Consider its derivatives $$f'(x)=2 e^x-\frac{1}{x+4}\qquad \qquad f''(x)=2 e^x+\frac{1}{(x+4)^2} >0\qquad \forall x$$ Sooner or later, you will learn the the solution of $f'(x)=0$ is given in terms of Lambert function and the solution is given by $$f'(x)=0\implies x=W\left(\frac{e^4}{2}\right)-4\approx -1.57782$$ For this value $f(x)\approx -3.77867 $ and the second derivative being always positive, $f(x)=0$ shows two roots.
By inspection, you could notice that there is one root between $0$ and $1$ since $$f(0)=-2-\log (2)\approx -2.69315\qquad \text{and}\qquad f(1)=-4+2 e-\log \left(\frac{5}{2}\right)\approx 0.520273$$ and, as said in another answer, you can use Newton method starting, say, using $x_0=1$. The iterates would be $$\left( \begin{array}{cc} n & x_n \\ 0 & 1 \\ 1 & 0.900646 \\ 2 & 0.895101 \\ 3 & 0.895084 \end{array} \right)$$ which is the solution for six significant figures.

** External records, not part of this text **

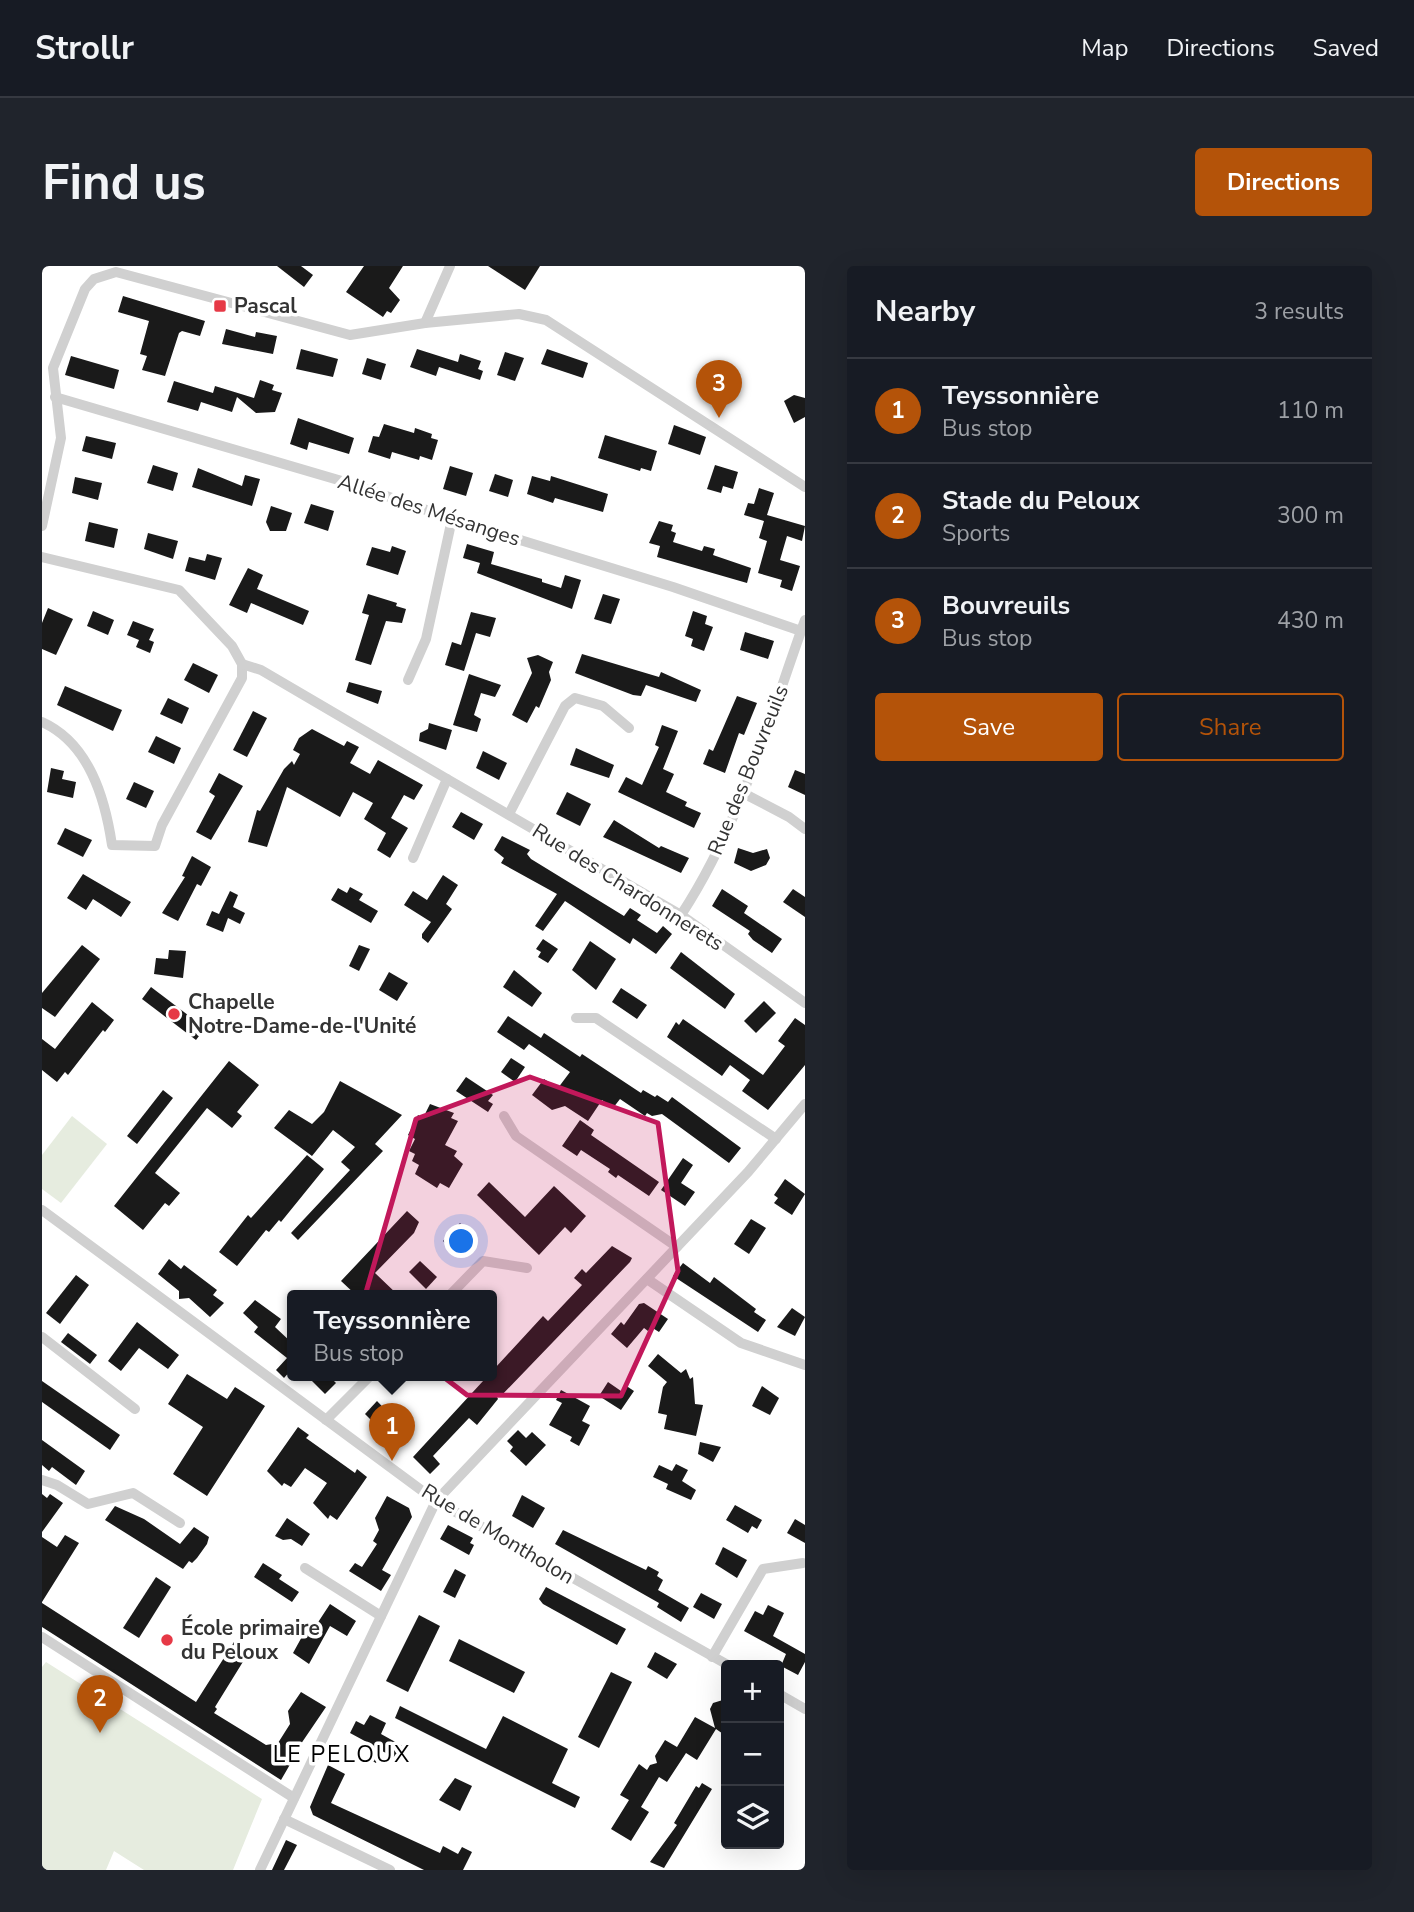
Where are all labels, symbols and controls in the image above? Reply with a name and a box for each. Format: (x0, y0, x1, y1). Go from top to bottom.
text: Strollr (35, 26, 134, 71)
text: Map (1081, 32, 1128, 64)
text: Directions (1166, 32, 1275, 64)
text: Saved (1313, 32, 1379, 64)
button: Directions (1195, 148, 1372, 216)
text: Find us (42, 149, 206, 216)
text: Nearby (875, 291, 975, 332)
place label: Pascal (234, 292, 297, 320)
text: 3 results (1254, 296, 1344, 327)
marker: Pascal (212, 298, 228, 314)
pin: 3 (696, 360, 742, 418)
text: Teyssonnière (942, 378, 1099, 413)
text: 1 (891, 395, 905, 426)
text: 110 m (1277, 395, 1344, 426)
text: Bus stop (942, 413, 1033, 444)
street label: Allée des Mésanges (334, 467, 524, 553)
text: Stade du Peloux (942, 483, 1140, 518)
text: 2 (891, 500, 905, 531)
text: 300 m (1277, 500, 1344, 531)
text: Sports (942, 518, 1010, 549)
text: Bouvreuils (942, 588, 1070, 623)
text: 3 (891, 605, 905, 636)
text: 430 m (1277, 605, 1344, 636)
text: Bus stop (942, 623, 1033, 654)
street label: Rue des Bouvreuils (701, 681, 795, 859)
button: Save (875, 693, 1103, 761)
button: Share (1117, 693, 1344, 761)
street label: Rue des Chardonnerets (527, 817, 729, 957)
place label: Chapelle Notre-Dame-de-l'Unité (188, 988, 416, 1040)
marker: Chapelle Notre-Dame-de-l'Unité (166, 1006, 182, 1022)
your location (444, 1224, 478, 1258)
popup (287, 1290, 497, 1381)
text: Teyssonnière (314, 1303, 471, 1338)
text: Bus stop (314, 1338, 404, 1369)
pin: 1 (369, 1403, 415, 1461)
street label: Rue de Montholon (416, 1477, 580, 1591)
place label: École primaire du Peloux (181, 1614, 320, 1666)
marker: École primaire du Peloux (159, 1632, 175, 1648)
map controls (721, 1660, 784, 1849)
button: + (721, 1660, 784, 1723)
pin: 2 (77, 1675, 123, 1733)
button: − (721, 1723, 784, 1786)
district label: LE PELOUX (273, 1739, 411, 1770)
button: layers (721, 1786, 784, 1849)

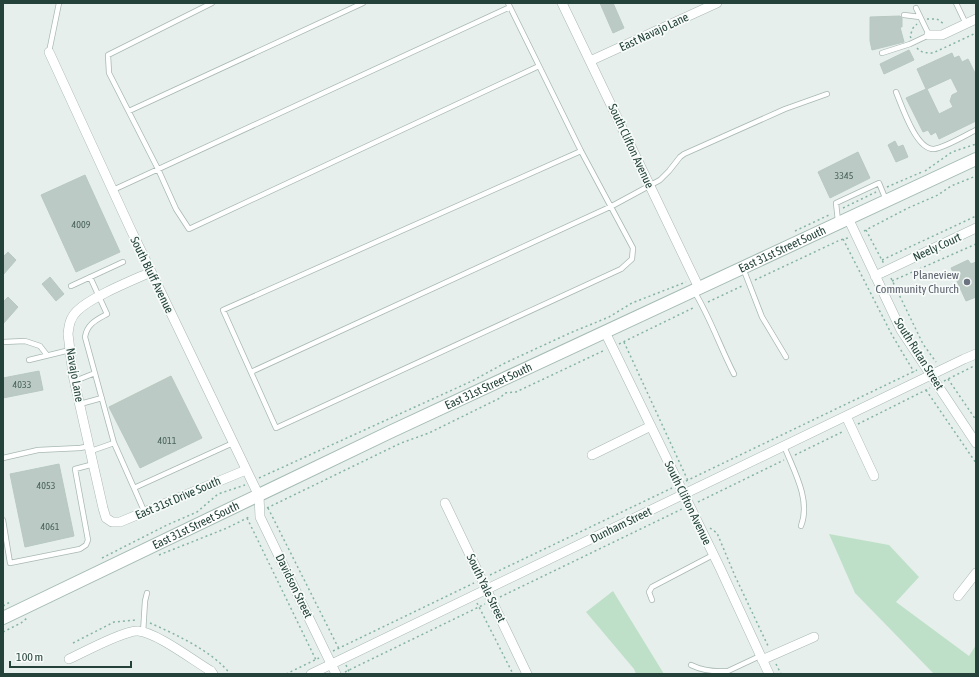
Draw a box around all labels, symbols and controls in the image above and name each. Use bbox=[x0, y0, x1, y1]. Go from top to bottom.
street label: East Navajo Lane bbox=[617, 10, 691, 54]
street label: South Clifton Avenue bbox=[605, 101, 657, 191]
house number: 3345 bbox=[835, 170, 854, 181]
house number: 4009 bbox=[72, 219, 91, 230]
street label: East 31st Street South bbox=[736, 223, 828, 276]
street label: Neely Court bbox=[911, 230, 964, 264]
street label: South Bluff Avenue bbox=[127, 234, 177, 316]
place label: Planeview Community Church bbox=[875, 268, 959, 296]
marker: Planeview Community Church bbox=[962, 277, 972, 287]
street label: South Rutan Street bbox=[891, 316, 947, 393]
street label: Navajo Lane bbox=[63, 347, 87, 403]
street label: East 31st Street South bbox=[443, 360, 534, 412]
house number: 4033 bbox=[13, 379, 32, 390]
house number: 4011 bbox=[158, 435, 177, 446]
street label: South Clifton Avenue bbox=[662, 459, 714, 547]
street label: East 31st Drive South bbox=[133, 474, 223, 522]
house number: 4053 bbox=[37, 480, 56, 491]
street label: East 31st Street South bbox=[150, 499, 242, 552]
street label: Dunham Street bbox=[588, 504, 654, 546]
house number: 4061 bbox=[41, 521, 60, 532]
street label: Davidson Street bbox=[273, 552, 316, 621]
street label: South Yale Street bbox=[463, 552, 509, 625]
scale bar bbox=[10, 643, 131, 669]
text: 100 m bbox=[16, 650, 43, 664]

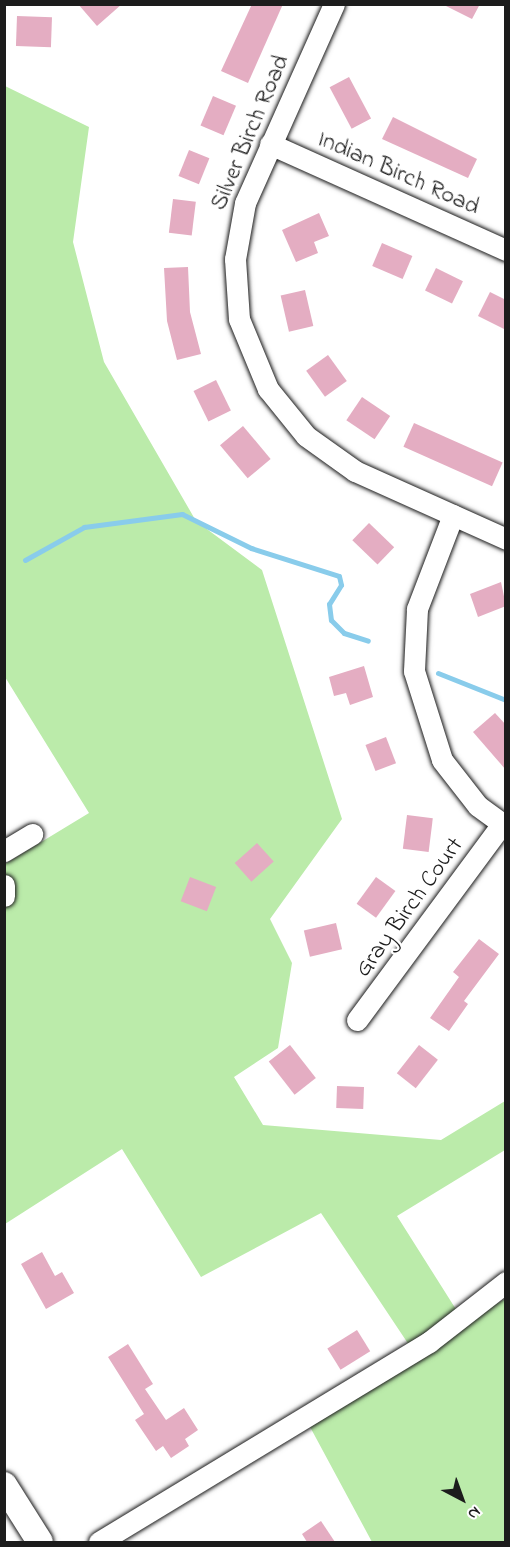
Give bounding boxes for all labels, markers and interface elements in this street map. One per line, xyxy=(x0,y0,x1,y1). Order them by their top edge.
street label: Silver Birch Road xyxy=(205,51,297,215)
street label: Indian Birch Road xyxy=(313,125,483,223)
street label: Gray Birch Court xyxy=(350,833,470,983)
north arrow xyxy=(432,1469,492,1529)
text: N xyxy=(462,1500,486,1525)

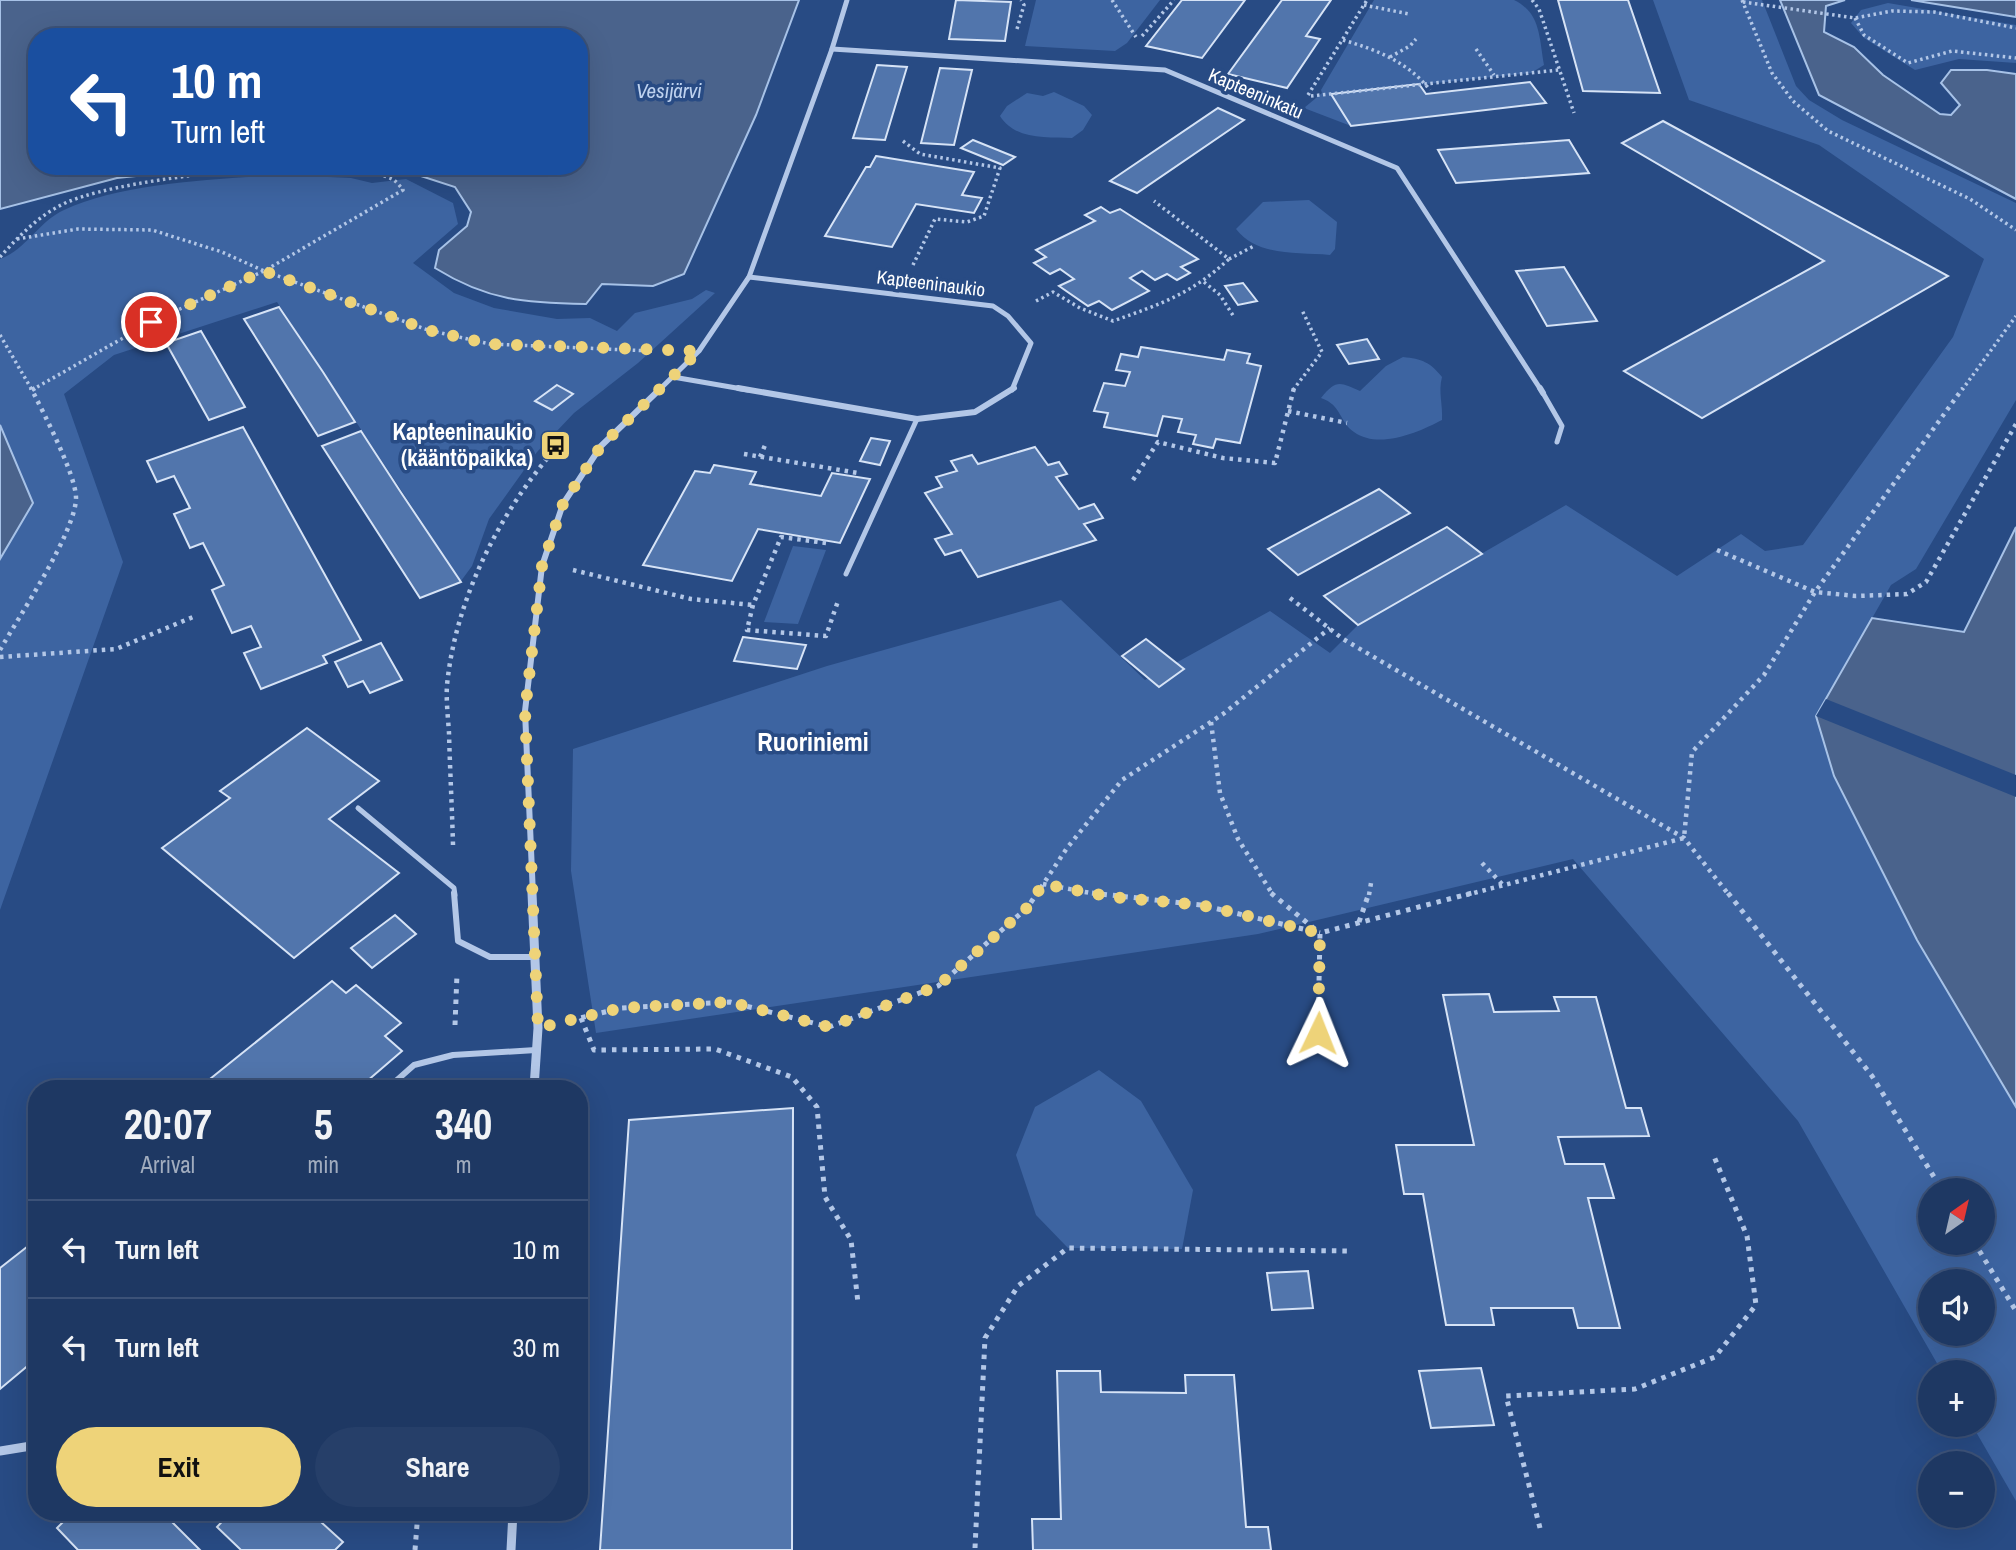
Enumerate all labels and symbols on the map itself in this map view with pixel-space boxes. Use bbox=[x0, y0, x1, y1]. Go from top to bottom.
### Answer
street label: Kapteeninkatu bbox=[1205, 61, 1307, 125]
water label: Vesijärvi bbox=[636, 76, 702, 105]
street label: Kapteeninaukio bbox=[875, 263, 987, 303]
pin bbox=[121, 292, 181, 352]
place label: Kapteeninaukio (kääntöpaikka) bbox=[393, 416, 533, 473]
bus stop icon: Kapteeninaukio (kääntöpaikka) bbox=[539, 428, 573, 462]
district label: Ruoriniemi bbox=[757, 724, 869, 759]
position arrow bbox=[1281, 996, 1355, 1070]
north arrow bbox=[1918, 1178, 1995, 1255]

For the other root, which we can suppose to be close to $-4$, in a first approximation we could write $$f(x)\approx 2 e^{-4}-4-\log \left(\frac{x+4}{2}\right)=0 \implies x=2 e^{\frac{2}{e^4}-4}-4\approx -3.96200 $$ which is probably more than sufficient for your needs.
Edit
For the positive root, we could also build the simplest Padé approximant of the function $$f(x)=\frac{f(a)+ \left(f'(a)-\frac{f(a) f''(a)}{2 f'(a)}\right) (x-a)} {1-\frac{ f''(a)}{2 f'(a)}(x-a) }$$ and, using $a=1$, solve for $0$ the numerator. This would give the nice $$x=\frac{-34+578 e-100 e^2+(150 e-9) \log \left(\frac{5}{2}\right)}{6+158 e+100 e^2+(50 e+1) \log \left(\frac{5}{2}\right)}\approx 0.895201$$